⇐ ⇒

[CF-metadata] Pre-proposal for "charset"

From: Bob Simons - NOAA Federal <bob.simons>
Date: Wed, 22 Feb 2017 12:08:24 -0800

I don't like "ASCII" because it only applies to 7 bits even though chars
have 8 bits. So specifying "ASCII" still leaves ambiguity if any of the
chars have the 8th bit set.
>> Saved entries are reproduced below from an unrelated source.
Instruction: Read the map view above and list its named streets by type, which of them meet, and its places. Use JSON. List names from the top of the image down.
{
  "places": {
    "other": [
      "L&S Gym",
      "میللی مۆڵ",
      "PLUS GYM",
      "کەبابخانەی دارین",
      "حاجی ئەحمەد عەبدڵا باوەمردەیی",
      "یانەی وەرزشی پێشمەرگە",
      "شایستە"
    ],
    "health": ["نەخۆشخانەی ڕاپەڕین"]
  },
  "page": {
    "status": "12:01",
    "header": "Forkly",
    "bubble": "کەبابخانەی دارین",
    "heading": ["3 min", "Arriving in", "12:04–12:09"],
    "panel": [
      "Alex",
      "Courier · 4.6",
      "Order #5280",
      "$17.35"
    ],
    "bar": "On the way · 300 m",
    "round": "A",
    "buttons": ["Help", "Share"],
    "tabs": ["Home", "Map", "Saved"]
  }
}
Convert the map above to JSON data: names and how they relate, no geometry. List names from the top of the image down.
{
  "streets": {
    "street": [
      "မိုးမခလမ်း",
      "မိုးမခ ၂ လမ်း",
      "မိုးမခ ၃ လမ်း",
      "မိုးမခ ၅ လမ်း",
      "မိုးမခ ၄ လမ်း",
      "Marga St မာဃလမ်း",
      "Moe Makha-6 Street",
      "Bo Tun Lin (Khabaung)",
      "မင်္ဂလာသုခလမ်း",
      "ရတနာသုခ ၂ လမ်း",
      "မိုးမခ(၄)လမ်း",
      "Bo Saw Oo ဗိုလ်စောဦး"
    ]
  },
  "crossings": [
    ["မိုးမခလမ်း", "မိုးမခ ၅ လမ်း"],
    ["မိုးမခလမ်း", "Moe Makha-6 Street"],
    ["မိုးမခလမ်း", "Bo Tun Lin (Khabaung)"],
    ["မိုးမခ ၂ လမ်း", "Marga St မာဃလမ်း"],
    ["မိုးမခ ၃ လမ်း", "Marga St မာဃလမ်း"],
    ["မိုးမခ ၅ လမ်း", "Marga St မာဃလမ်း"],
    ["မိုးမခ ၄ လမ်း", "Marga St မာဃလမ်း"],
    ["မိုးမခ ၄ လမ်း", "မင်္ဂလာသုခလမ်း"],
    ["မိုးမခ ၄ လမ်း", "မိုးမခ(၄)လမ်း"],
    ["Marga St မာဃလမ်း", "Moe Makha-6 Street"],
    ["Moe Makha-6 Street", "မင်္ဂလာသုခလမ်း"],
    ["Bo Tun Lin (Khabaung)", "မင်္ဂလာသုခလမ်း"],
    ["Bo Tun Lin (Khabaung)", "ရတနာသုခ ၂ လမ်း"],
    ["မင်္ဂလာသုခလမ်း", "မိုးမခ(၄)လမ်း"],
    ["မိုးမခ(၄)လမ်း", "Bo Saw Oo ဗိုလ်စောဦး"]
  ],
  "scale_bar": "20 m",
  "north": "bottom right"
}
The file writer may know the variable will only
have 7 bit values, but it is safer for the reader to read the variable with
a decoder that handles 8 bit values. "ASCII" is trouble, so there is no
reason to encourage it, especially when there are compatible alternatives
like ISO-8859-1.

I do like ISO-8859-1, because
* It is compatible with ASCII for chars 0-127, which is all that ASCII
specifies.
* Any variable that has just 7bit ASCII chars can be labelled
"charset=ISO-8859-1".
* It is the most commonly used single-page 8bit charset for supporting the
European languages.
* It is widely used and supported.

I do like UTF-8 because it is the only charset that supports full Unicode
(all UTF-16/UCS-4/UTF-32 characters) in an 8bit encoding (since that is all
we have for characters in netcdf-3 files: 8bit chars). And it is incredibly
widely used and supported in software.

UTF-16/UTF-32/UCS-4 are not possible options because netcdf-3 files only
have an 8bit char data type, not 16 or 32bit chars. If we want to support
more than 255 different characters in a given char variable, UTF-8 is
really the only option (which is fine because it is a good option).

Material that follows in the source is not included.